*WORK TASK:*
Print what the records say exactly, and omit the pictures.

*PROVIDED RECORDS:*

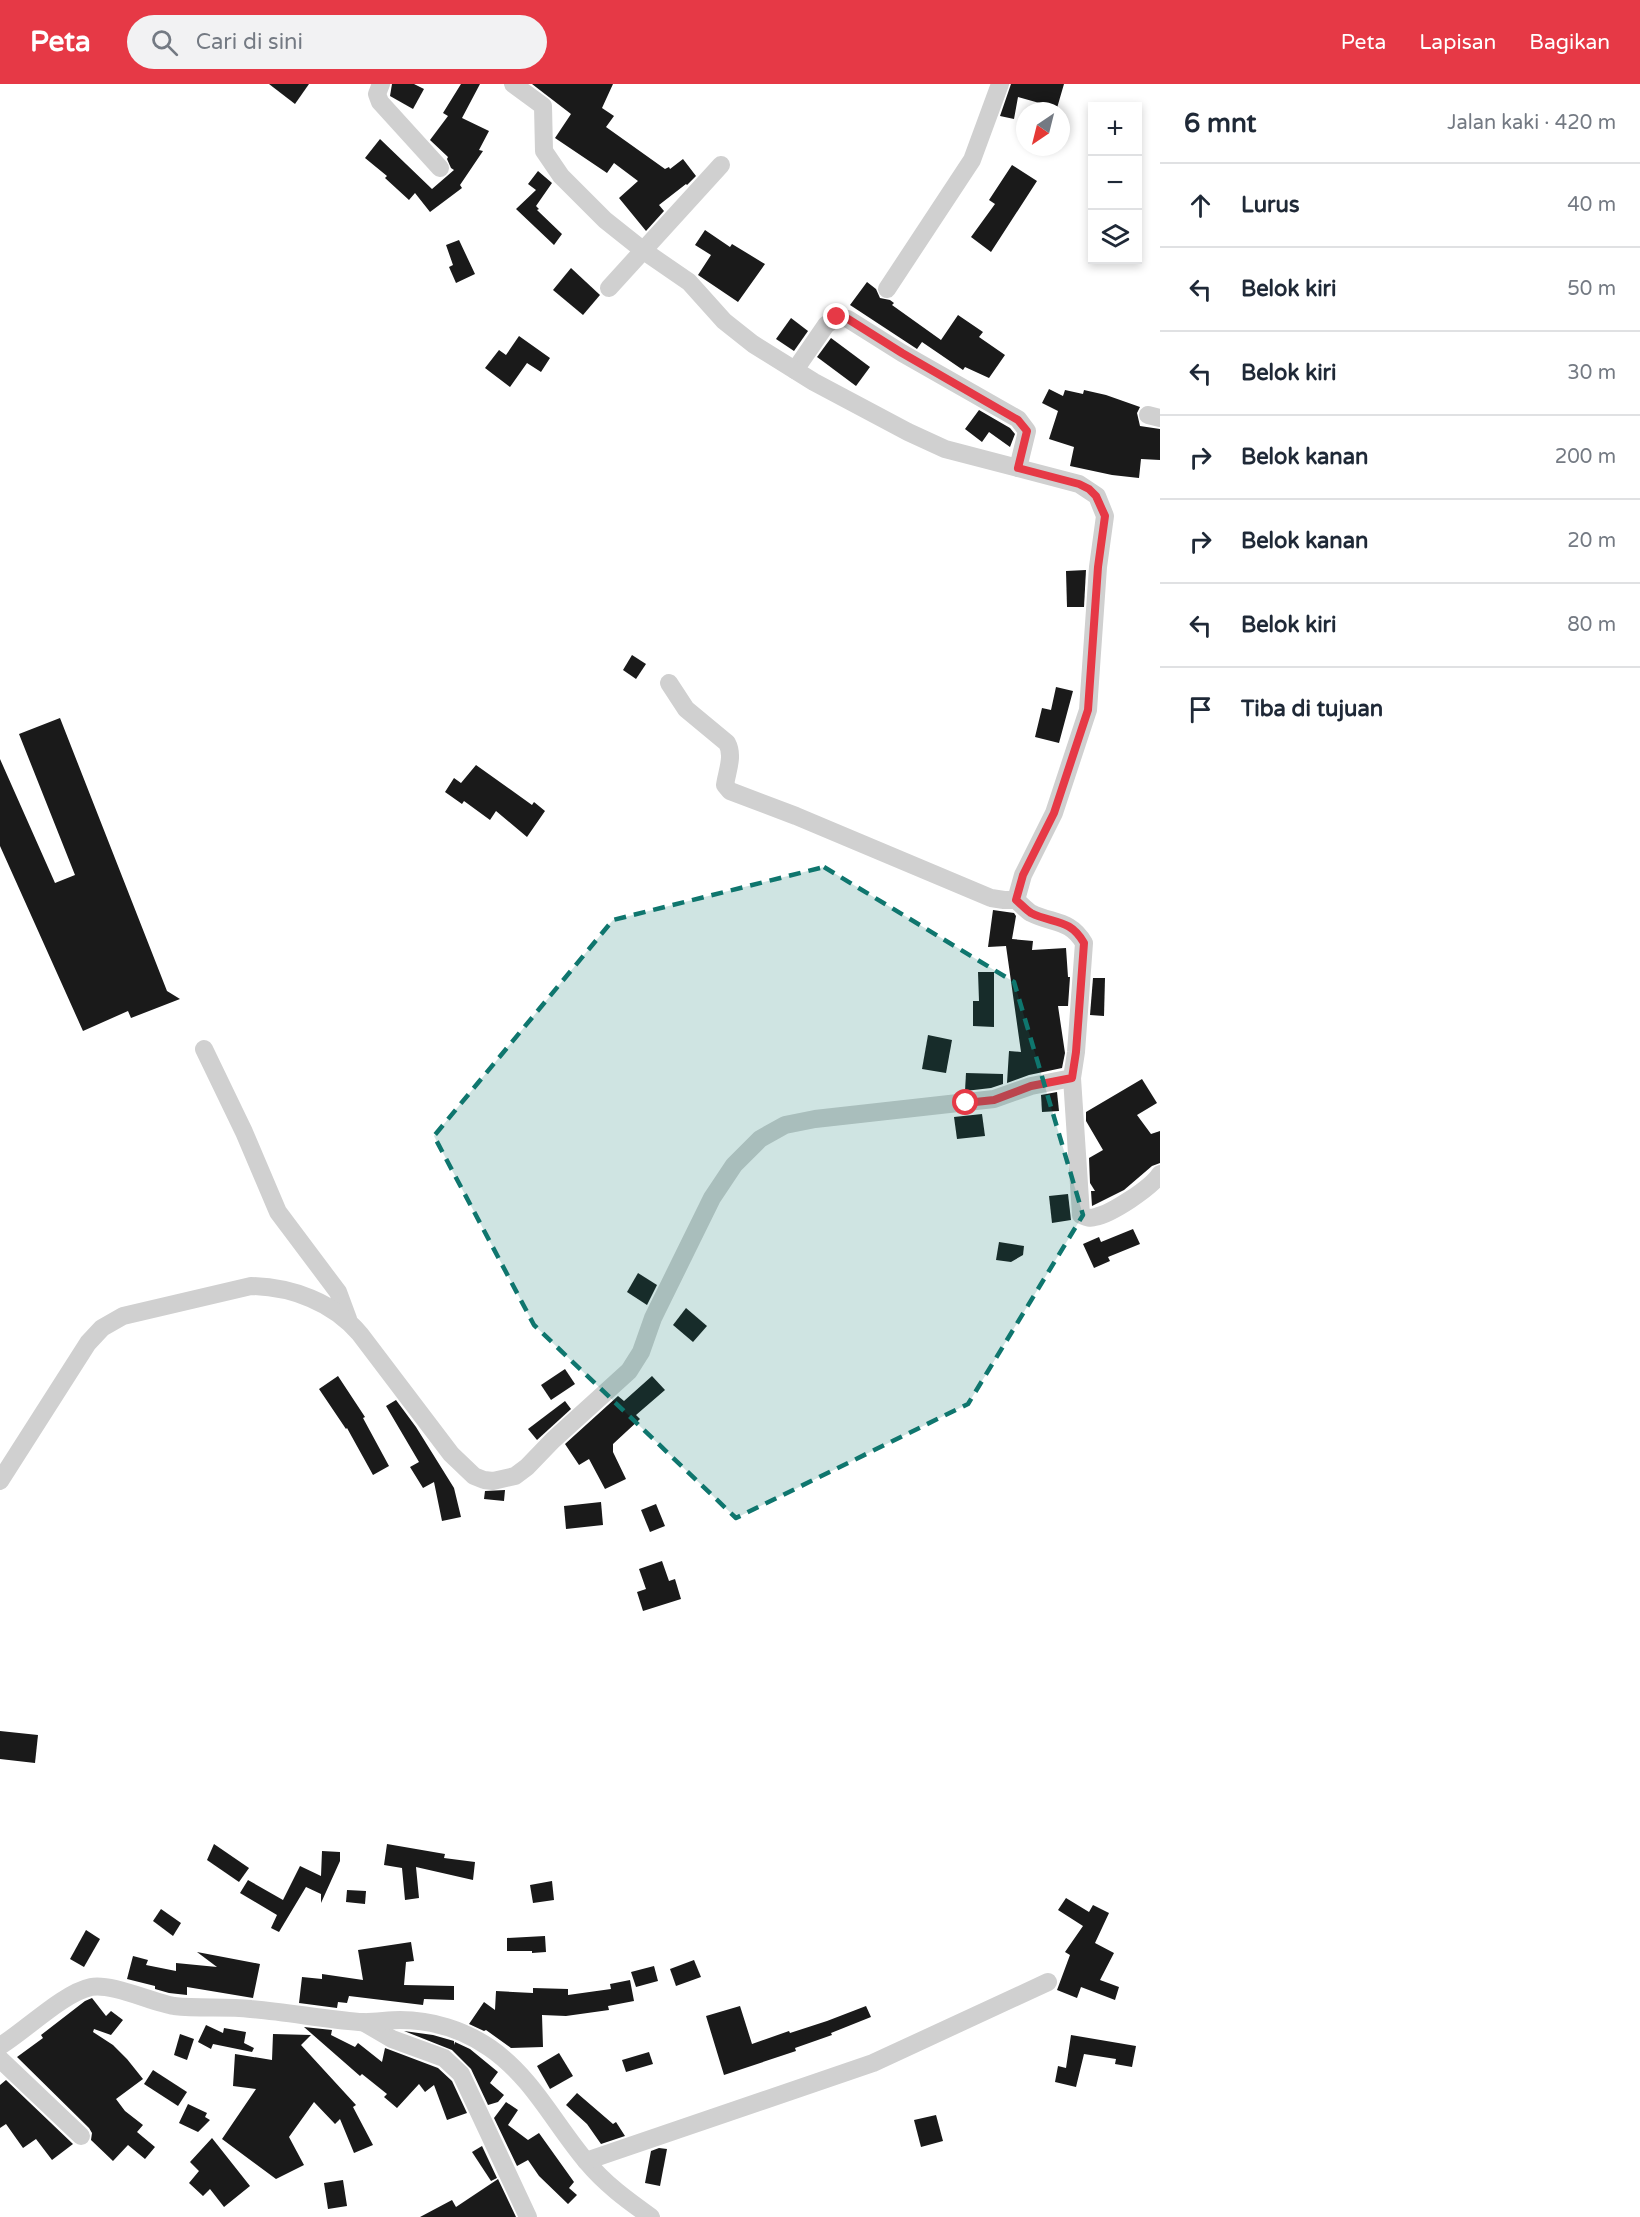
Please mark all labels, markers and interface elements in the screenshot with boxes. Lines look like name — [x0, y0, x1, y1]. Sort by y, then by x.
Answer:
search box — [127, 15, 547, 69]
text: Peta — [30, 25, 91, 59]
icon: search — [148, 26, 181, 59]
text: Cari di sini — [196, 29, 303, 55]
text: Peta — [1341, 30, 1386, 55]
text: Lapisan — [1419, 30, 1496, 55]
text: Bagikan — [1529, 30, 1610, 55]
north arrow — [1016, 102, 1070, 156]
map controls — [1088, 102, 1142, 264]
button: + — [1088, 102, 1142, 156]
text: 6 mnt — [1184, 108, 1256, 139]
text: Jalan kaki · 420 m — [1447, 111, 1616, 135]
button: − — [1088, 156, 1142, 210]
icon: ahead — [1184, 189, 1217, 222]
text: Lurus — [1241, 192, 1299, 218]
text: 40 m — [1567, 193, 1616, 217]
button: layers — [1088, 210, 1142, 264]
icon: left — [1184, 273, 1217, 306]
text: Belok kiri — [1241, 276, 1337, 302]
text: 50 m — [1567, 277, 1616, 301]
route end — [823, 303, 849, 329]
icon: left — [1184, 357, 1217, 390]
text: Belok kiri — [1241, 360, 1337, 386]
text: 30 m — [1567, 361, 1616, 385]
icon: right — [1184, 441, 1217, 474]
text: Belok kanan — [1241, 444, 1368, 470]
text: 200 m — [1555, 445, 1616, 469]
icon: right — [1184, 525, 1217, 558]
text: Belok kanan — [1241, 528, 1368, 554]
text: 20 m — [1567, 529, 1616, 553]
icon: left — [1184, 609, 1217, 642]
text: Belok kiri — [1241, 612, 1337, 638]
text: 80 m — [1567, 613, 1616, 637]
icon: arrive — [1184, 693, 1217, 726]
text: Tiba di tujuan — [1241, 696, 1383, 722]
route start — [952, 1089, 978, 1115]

*EXERCISE RESPONSE:*
Please mark all labels, markers and interface elements in the screenshot with boxes. Lines look like name — [x0, y0, x1, y1]. Sort by y, then by x.
Answer:
search box — [127, 15, 547, 69]
text: Peta — [30, 25, 91, 59]
icon: search — [148, 26, 181, 59]
text: Cari di sini — [196, 29, 303, 55]
text: Peta — [1341, 30, 1386, 55]
text: Lapisan — [1419, 30, 1496, 55]
text: Bagikan — [1529, 30, 1610, 55]
north arrow — [1016, 102, 1070, 156]
map controls — [1088, 102, 1142, 264]
button: + — [1088, 102, 1142, 156]
text: 6 mnt — [1184, 108, 1256, 139]
text: Jalan kaki · 420 m — [1447, 111, 1616, 135]
button: − — [1088, 156, 1142, 210]
icon: ahead — [1184, 189, 1217, 222]
text: Lurus — [1241, 192, 1299, 218]
text: 40 m — [1567, 193, 1616, 217]
button: layers — [1088, 210, 1142, 264]
icon: left — [1184, 273, 1217, 306]
text: Belok kiri — [1241, 276, 1337, 302]
text: 50 m — [1567, 277, 1616, 301]
route end — [823, 303, 849, 329]
icon: left — [1184, 357, 1217, 390]
text: Belok kiri — [1241, 360, 1337, 386]
text: 30 m — [1567, 361, 1616, 385]
icon: right — [1184, 441, 1217, 474]
text: Belok kanan — [1241, 444, 1368, 470]
text: 200 m — [1555, 445, 1616, 469]
icon: right — [1184, 525, 1217, 558]
text: Belok kanan — [1241, 528, 1368, 554]
text: 20 m — [1567, 529, 1616, 553]
icon: left — [1184, 609, 1217, 642]
text: Belok kiri — [1241, 612, 1337, 638]
text: 80 m — [1567, 613, 1616, 637]
icon: arrive — [1184, 693, 1217, 726]
text: Tiba di tujuan — [1241, 696, 1383, 722]
route start — [952, 1089, 978, 1115]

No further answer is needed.